● **Exercise**:
Search the entries for the word "Jacinto" and pull out each line that has it.

_ _ _

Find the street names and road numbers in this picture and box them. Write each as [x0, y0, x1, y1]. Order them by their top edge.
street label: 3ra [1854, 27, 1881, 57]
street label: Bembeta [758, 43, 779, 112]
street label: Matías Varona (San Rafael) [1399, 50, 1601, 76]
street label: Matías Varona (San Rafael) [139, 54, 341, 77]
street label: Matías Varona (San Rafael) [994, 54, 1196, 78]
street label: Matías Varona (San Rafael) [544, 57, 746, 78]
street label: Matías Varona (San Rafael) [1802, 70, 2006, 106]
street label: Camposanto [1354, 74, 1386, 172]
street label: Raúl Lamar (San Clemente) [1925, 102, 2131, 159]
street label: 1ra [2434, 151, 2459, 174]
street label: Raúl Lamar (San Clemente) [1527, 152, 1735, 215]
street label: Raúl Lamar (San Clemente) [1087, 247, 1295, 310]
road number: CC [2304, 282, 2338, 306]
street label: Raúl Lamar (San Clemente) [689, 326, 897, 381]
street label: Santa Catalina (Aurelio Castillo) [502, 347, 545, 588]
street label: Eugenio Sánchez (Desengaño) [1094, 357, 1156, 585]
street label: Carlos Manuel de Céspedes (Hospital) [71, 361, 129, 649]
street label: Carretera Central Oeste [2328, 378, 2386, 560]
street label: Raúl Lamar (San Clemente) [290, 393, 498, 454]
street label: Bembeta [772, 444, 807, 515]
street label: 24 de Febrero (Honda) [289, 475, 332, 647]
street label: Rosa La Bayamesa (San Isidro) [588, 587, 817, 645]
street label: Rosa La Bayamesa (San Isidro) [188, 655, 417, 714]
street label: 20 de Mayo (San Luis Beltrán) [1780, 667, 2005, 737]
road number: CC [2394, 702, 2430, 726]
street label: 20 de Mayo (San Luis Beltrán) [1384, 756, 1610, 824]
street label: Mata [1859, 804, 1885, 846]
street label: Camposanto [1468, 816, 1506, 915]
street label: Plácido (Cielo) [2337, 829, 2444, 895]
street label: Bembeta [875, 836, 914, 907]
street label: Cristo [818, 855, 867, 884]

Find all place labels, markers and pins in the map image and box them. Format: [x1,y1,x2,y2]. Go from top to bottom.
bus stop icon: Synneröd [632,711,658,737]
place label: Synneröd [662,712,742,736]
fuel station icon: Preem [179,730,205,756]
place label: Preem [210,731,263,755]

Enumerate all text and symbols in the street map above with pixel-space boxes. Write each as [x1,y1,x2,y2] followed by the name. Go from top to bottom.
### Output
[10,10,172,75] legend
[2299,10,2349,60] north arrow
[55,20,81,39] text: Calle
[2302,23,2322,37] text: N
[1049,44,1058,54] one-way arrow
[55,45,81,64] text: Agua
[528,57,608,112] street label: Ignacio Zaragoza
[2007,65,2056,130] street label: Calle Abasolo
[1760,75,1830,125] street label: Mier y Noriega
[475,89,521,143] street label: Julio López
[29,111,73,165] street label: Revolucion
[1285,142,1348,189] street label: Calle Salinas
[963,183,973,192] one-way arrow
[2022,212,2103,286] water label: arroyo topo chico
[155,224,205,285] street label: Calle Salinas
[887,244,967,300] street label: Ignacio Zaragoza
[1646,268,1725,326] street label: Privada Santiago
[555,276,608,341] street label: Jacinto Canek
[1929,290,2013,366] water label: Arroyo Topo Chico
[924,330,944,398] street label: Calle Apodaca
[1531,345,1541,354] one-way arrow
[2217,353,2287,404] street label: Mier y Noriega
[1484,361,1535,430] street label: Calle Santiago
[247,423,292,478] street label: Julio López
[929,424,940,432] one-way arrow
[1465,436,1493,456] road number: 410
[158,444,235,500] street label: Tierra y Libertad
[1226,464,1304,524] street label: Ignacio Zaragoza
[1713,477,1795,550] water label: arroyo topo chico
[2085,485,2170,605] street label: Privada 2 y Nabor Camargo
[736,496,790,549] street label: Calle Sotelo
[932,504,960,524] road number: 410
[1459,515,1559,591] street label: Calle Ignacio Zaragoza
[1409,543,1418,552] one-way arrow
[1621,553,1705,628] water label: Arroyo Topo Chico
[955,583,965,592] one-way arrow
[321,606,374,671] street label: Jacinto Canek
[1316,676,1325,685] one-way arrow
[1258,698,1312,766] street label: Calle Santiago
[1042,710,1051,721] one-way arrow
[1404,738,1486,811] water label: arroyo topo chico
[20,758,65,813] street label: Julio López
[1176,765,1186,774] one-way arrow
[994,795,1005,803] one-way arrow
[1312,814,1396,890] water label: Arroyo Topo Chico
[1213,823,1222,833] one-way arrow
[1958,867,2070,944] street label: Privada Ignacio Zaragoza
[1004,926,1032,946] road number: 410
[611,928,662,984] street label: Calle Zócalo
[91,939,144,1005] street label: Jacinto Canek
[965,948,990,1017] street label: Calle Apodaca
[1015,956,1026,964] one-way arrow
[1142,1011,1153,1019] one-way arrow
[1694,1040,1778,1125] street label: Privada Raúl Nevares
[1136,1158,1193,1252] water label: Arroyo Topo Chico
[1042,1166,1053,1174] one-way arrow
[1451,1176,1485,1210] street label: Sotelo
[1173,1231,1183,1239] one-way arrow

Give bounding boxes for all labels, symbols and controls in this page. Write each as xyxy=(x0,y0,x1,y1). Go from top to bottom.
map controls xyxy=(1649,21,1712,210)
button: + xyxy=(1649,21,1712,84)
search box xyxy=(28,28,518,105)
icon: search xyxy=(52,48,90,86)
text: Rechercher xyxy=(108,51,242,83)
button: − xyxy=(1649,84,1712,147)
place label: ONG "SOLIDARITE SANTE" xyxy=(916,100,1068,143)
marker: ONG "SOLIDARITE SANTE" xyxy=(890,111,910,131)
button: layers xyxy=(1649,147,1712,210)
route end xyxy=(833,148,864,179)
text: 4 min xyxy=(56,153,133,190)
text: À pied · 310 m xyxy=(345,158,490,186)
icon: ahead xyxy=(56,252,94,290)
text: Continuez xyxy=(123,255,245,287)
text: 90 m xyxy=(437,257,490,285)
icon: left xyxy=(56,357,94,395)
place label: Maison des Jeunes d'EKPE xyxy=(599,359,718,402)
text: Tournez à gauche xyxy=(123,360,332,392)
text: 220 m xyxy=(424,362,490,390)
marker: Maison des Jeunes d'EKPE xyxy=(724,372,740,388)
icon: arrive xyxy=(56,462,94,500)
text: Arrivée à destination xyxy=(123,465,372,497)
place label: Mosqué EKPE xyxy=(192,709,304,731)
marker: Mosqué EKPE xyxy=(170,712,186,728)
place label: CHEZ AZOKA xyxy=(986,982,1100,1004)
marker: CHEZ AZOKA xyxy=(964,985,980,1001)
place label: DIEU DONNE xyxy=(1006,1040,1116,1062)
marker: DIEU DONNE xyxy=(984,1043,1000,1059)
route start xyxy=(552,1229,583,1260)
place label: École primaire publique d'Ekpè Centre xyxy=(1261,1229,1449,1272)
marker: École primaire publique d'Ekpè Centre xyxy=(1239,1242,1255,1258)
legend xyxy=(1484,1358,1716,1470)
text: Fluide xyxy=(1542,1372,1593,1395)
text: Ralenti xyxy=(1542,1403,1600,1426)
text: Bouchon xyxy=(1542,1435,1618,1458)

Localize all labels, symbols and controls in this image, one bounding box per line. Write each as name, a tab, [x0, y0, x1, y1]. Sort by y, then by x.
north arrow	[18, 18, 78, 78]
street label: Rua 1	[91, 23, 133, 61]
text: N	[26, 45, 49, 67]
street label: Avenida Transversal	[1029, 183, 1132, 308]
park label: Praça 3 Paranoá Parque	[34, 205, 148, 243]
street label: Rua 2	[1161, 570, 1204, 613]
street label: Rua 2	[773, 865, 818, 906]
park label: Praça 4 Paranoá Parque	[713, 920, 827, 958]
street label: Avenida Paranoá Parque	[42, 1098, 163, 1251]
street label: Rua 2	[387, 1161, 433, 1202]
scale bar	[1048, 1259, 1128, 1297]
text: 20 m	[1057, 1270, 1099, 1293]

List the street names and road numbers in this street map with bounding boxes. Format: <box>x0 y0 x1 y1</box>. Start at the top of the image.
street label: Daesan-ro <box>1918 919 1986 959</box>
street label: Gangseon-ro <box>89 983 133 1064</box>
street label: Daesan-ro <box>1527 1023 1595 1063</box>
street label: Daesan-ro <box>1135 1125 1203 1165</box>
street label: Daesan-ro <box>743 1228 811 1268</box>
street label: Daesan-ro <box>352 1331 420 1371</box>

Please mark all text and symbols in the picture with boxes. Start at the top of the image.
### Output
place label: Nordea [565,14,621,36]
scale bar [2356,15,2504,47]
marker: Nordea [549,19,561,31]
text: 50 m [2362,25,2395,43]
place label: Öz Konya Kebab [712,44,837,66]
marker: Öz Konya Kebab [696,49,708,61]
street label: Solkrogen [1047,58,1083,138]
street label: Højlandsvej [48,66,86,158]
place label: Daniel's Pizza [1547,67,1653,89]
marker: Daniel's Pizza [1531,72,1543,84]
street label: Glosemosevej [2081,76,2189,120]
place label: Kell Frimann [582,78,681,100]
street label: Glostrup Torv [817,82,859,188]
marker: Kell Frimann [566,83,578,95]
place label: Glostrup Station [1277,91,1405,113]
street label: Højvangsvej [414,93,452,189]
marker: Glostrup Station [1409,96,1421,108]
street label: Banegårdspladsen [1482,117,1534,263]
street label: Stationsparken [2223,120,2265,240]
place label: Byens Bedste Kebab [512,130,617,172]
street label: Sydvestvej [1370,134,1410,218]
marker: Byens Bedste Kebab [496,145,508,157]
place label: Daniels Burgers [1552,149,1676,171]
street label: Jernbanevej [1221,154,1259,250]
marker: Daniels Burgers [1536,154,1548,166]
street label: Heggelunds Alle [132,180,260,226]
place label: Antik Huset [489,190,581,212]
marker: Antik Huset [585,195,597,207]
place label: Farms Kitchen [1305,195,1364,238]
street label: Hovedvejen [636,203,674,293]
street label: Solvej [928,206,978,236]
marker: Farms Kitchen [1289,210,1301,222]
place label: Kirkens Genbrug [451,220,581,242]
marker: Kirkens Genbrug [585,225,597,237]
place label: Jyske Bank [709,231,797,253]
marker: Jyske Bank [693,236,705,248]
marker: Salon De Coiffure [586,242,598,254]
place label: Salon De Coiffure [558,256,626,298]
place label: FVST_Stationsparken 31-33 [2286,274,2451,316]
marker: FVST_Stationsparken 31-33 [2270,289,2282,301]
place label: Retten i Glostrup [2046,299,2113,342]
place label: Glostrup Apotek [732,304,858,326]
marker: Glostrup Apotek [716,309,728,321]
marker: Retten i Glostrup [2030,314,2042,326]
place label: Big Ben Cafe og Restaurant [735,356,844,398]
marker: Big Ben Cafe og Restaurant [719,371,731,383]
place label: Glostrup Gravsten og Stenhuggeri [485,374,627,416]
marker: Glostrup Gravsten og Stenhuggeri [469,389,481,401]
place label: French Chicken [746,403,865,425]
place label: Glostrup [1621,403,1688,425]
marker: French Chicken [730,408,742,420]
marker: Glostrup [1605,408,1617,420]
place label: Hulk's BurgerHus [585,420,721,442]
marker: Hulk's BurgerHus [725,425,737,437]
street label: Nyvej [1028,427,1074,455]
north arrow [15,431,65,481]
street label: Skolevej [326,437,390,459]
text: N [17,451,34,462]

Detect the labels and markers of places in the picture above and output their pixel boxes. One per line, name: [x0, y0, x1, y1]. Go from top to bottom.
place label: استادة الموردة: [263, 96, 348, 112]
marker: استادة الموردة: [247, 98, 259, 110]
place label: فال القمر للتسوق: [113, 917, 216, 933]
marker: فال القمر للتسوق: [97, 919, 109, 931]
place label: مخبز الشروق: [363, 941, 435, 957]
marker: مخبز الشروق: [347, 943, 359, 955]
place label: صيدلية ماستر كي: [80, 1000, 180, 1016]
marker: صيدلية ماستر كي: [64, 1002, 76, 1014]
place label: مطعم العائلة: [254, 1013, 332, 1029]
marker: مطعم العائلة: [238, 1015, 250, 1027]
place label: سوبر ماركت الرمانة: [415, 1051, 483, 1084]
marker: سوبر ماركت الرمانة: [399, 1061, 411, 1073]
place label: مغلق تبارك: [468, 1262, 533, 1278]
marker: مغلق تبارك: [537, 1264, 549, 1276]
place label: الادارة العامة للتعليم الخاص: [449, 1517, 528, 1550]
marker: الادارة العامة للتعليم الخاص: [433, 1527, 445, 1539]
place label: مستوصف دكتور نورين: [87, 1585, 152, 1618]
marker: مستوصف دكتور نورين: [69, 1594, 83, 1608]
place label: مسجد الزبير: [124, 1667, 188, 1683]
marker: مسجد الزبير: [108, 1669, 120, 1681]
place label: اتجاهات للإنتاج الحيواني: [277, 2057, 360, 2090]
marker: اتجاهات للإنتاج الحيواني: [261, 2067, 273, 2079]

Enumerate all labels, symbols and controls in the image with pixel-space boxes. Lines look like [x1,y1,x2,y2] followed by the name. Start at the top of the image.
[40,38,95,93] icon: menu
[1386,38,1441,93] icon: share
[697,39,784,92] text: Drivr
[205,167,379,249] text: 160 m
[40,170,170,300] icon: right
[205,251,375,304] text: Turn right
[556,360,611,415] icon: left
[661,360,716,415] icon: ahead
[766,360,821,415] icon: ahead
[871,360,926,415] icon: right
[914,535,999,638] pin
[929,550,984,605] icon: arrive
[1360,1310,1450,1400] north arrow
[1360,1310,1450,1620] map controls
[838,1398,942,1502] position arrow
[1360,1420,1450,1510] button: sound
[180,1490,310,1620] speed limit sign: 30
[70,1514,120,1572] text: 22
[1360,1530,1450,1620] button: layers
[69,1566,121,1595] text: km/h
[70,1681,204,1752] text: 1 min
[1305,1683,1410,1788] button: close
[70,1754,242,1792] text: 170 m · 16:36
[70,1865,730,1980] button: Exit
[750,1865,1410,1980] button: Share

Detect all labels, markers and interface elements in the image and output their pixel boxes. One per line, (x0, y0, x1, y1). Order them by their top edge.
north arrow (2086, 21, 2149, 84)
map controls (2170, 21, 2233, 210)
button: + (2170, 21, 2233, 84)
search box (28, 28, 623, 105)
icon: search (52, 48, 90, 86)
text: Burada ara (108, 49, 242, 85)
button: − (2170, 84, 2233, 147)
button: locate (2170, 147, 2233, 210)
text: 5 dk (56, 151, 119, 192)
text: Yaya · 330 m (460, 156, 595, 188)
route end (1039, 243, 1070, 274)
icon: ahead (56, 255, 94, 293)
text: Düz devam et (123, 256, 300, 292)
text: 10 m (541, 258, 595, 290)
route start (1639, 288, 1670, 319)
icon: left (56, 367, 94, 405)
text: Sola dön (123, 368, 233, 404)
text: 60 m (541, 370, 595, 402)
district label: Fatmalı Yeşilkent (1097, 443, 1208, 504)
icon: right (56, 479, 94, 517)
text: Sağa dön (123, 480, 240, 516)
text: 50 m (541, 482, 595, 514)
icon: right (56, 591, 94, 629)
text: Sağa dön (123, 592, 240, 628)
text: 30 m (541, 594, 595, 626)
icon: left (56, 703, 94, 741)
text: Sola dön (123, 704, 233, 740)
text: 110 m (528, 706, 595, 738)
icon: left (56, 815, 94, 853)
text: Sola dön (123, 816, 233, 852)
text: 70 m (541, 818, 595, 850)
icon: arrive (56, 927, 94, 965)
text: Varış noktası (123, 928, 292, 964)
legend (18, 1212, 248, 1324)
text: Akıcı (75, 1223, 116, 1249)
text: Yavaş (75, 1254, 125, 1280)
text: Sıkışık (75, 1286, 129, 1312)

_ _ _

● **Response to this exercise**:
[555,276,608,341] street label: Jacinto Canek
[321,606,374,671] street label: Jacinto Canek
[91,939,144,1005] street label: Jacinto Canek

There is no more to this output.